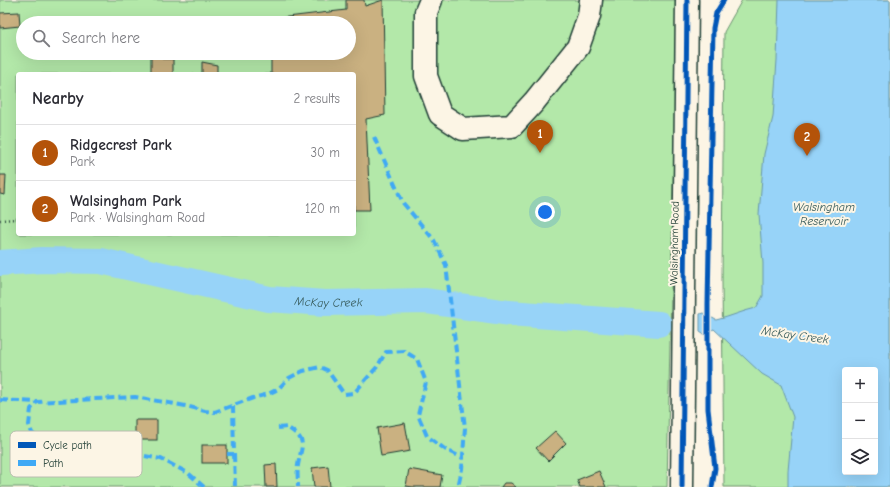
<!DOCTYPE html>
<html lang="en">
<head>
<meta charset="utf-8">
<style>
	:root { --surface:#fff; --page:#f7f7f7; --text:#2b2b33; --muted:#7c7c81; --line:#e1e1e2; --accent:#b45309 }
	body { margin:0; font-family:"Comic Neue",sans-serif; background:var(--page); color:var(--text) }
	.controls { position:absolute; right:12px; bottom:12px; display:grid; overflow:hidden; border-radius:4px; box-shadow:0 4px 16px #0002 }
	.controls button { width:36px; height:36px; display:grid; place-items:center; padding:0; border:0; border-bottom:1px solid var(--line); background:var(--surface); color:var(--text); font:20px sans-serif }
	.you { position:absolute; left:545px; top:212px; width:14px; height:14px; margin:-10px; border:3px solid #fff; border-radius:50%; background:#1a73e8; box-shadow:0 0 0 6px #1a73e833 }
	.badge { display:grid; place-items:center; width:26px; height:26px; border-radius:50%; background:var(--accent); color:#fff; font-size:13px; font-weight:700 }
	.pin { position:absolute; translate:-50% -33px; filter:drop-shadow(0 1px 2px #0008) }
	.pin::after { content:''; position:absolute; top:21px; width:14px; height:12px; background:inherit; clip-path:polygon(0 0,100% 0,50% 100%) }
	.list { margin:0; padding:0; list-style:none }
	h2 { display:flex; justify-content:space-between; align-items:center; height:52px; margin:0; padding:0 16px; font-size:17px }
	h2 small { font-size:13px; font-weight:400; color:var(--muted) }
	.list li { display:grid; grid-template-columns:26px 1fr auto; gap:12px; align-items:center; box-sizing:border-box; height:56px; padding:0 16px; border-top:1px solid var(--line) }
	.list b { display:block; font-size:15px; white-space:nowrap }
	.list p { margin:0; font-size:13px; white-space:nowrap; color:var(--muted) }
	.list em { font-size:13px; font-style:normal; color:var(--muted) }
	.icon { flex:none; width:22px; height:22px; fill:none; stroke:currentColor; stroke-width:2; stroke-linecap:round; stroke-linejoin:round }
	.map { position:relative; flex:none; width:890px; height:487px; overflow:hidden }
	.search { position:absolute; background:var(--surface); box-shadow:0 4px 16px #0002; left:16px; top:16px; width:340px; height:44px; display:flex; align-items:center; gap:10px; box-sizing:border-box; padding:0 14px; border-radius:22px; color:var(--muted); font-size:15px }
	.panel { position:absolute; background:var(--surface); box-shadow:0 4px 16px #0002; left:16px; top:72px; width:340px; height:164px; border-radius:4px }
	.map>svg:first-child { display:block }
	.green { fill:#b3e8a9; stroke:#69926e; fill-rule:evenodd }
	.water { fill:#97d3f8; stroke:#6797aa; fill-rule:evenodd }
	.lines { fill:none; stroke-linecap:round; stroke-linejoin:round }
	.river { stroke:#97d3f8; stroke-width:26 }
	.building { fill:#cab181; stroke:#1f3d34 }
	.minor-casing { stroke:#1f3d34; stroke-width:25 }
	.path { stroke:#1f3d34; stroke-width:2.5; stroke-dasharray:1 3; stroke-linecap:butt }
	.minor { stroke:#fcf5e5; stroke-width:22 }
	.quiet { stroke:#3fa9f5; stroke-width:4; stroke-dasharray:8 4; stroke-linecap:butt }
	.cycleway-casing { stroke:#fcf5e5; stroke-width:8 }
	.cycleway { stroke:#0057b8; stroke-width:5 }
	.labels { text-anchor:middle; stroke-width:4; stroke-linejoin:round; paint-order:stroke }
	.street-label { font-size:11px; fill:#1f3d34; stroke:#fcf5e5 }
	.water-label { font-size:12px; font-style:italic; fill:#375b5b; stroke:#fcf5e5 }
	.key { fill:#fcf5e5; stroke:#babeb0; stroke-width:1 }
	.key-label { font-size:11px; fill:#1f3d34 }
</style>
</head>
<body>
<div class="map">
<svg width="890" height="487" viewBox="0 0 890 487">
	<rect width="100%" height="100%" fill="#fcf5e5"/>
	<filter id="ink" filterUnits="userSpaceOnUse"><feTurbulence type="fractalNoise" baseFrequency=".025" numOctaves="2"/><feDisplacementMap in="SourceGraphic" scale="8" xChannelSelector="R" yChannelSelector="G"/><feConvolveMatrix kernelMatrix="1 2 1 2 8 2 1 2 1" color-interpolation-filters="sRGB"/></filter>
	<g filter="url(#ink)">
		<g class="green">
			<path d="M0,0H677L667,487H0ZM23,23H349V53H23ZM18,74H354V234H18Z"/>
			<path d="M742,0H890V487H724L722,281L724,32ZM845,370H875V472H845Z"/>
		</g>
		<path class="water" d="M779,0H890V487H788V471L793,417L781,385L762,374L714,329L703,334L700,332V314L703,313L716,320C730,317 742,311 756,308L763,296V263L759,214L764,154L773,117L777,60ZM845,370H875V472H845Z"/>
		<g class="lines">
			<path class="river" id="s1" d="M0,263L42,260L101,261L269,299L325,303L426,301L509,313L659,324"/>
		</g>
		<g class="building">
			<path d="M346,0H364L365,6L383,0L385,115L366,119L370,210H354V74H271V53H349V23H279V18L346,10Z"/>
			<path d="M19,12L20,26L0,28V13Z"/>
			<path d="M151,53H163L162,59H173V74H151Z"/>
			<path d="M202,62L217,65V74H202Z"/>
			<path d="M0,175H6L5,195L0,194Z"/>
			<rect x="135" y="420" width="22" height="20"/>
			<path d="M405,423L410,451L381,456L377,428Z"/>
			<path d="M555,431L566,443L548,461L536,448Z"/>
			<rect x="202" y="445" width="25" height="18"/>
			<path d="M276,464L277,487H266L265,465Z"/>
			<path d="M328,466L330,487H314L312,468Z"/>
			<path d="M409,469L442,475L440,487H413L406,486Z"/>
			<path d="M599,471L606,487H580L577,480Z"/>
			<path d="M504,483H511L516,487H501Z"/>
		</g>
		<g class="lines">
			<g class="minor-casing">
				<g id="minor">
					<path d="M431,0L426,12V76L440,114L463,129L512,126L534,102L578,47L589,16L591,0"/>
					<path d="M682,487L687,0"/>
				</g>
			</g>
			<path class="path" d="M0,220L18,219"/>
			<use href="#minor" class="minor"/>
			<g class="quiet">
				<path d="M374,137L403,203L434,240L446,265L465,428L462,469L458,487"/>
				<path d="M0,400L37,402"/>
				<path d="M278,428L287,427C308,441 302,443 298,465C297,472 298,479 298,487"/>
				<path d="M227,454H234L233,406"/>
				<path d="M234,454L235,487"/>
				<path d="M204,487L188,473L161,459L107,449L55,443L39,439L32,433L29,425L31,409L37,402L135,397L186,406L205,411L215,412L253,398L268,394L278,389L289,378L303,371L320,367L327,370L344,394L354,393L377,367L386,352L404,351L417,359L426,382L418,415L427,436L446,450L463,458"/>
			</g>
			<g class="cycleway-casing">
				<g id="cycleway">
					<path d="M682,487L687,0"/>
					<path d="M712,487L715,468L708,409V304L713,28L716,13L724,0"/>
				</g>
			</g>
			<use href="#cycleway" class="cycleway"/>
		</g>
	</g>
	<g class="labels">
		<g class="street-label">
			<text transform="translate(674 243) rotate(-89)" y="4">Walsingham Road</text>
		</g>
		<g class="water-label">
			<text x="824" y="211">Walsingham<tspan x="824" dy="14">Reservoir</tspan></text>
			<text dy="4" stroke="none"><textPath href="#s1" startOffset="333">McKay Creek</textPath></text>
			<text transform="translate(795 335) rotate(8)" y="4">McKay Creek</text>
		</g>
	</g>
	<rect x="10" y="431" width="132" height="46" rx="6" class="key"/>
	<rect x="18" y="442" width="18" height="6" fill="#0057b8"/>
	<rect x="18" y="460" width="18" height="6" fill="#3fa9f5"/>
	<g class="key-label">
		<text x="43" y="449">Cycle path</text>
		<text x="43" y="467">Path</text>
	</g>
</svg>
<div class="controls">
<button>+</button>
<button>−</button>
<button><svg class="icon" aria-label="layers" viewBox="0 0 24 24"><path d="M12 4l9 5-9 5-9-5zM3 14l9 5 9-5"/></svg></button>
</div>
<div class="you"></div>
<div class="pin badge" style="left:540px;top:153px">1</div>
<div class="pin badge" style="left:807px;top:156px">2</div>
<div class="search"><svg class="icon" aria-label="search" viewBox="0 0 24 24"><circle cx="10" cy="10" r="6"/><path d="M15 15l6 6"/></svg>Search here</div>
<section class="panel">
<h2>Nearby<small>2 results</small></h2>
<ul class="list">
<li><span class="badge">1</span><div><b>Ridgecrest Park</b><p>Park</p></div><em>30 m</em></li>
<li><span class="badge">2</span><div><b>Walsingham Park</b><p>Park · Walsingham Road</p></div><em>120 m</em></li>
</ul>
</section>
</div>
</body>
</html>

◇ ◇ ◇ ◇

**PROMPT:** Starting at the first line of the data, set down each line exactly until you have copied the line with "margin:0; padding:0; list-style:none", but leave the pictures out.

**SOLUTION BELOW:**
<!DOCTYPE html>
<html lang="en">
<head>
<meta charset="utf-8">
<style>
	:root { --surface:#fff; --page:#f7f7f7; --text:#2b2b33; --muted:#7c7c81; --line:#e1e1e2; --accent:#b45309 }
	body { margin:0; font-family:"Comic Neue",sans-serif; background:var(--page); color:var(--text) }
	.controls { position:absolute; right:12px; bottom:12px; display:grid; overflow:hidden; border-radius:4px; box-shadow:0 4px 16px #0002 }
	.controls button { width:36px; height:36px; display:grid; place-items:center; padding:0; border:0; border-bottom:1px solid var(--line); background:var(--surface); color:var(--text); font:20px sans-serif }
	.you { position:absolute; left:545px; top:212px; width:14px; height:14px; margin:-10px; border:3px solid #fff; border-radius:50%; background:#1a73e8; box-shadow:0 0 0 6px #1a73e833 }
	.badge { display:grid; place-items:center; width:26px; height:26px; border-radius:50%; background:var(--accent); color:#fff; font-size:13px; font-weight:700 }
	.pin { position:absolute; translate:-50% -33px; filter:drop-shadow(0 1px 2px #0008) }
	.pin::after { content:''; position:absolute; top:21px; width:14px; height:12px; background:inherit; clip-path:polygon(0 0,100% 0,50% 100%) }
	.list { margin:0; padding:0; list-style:none }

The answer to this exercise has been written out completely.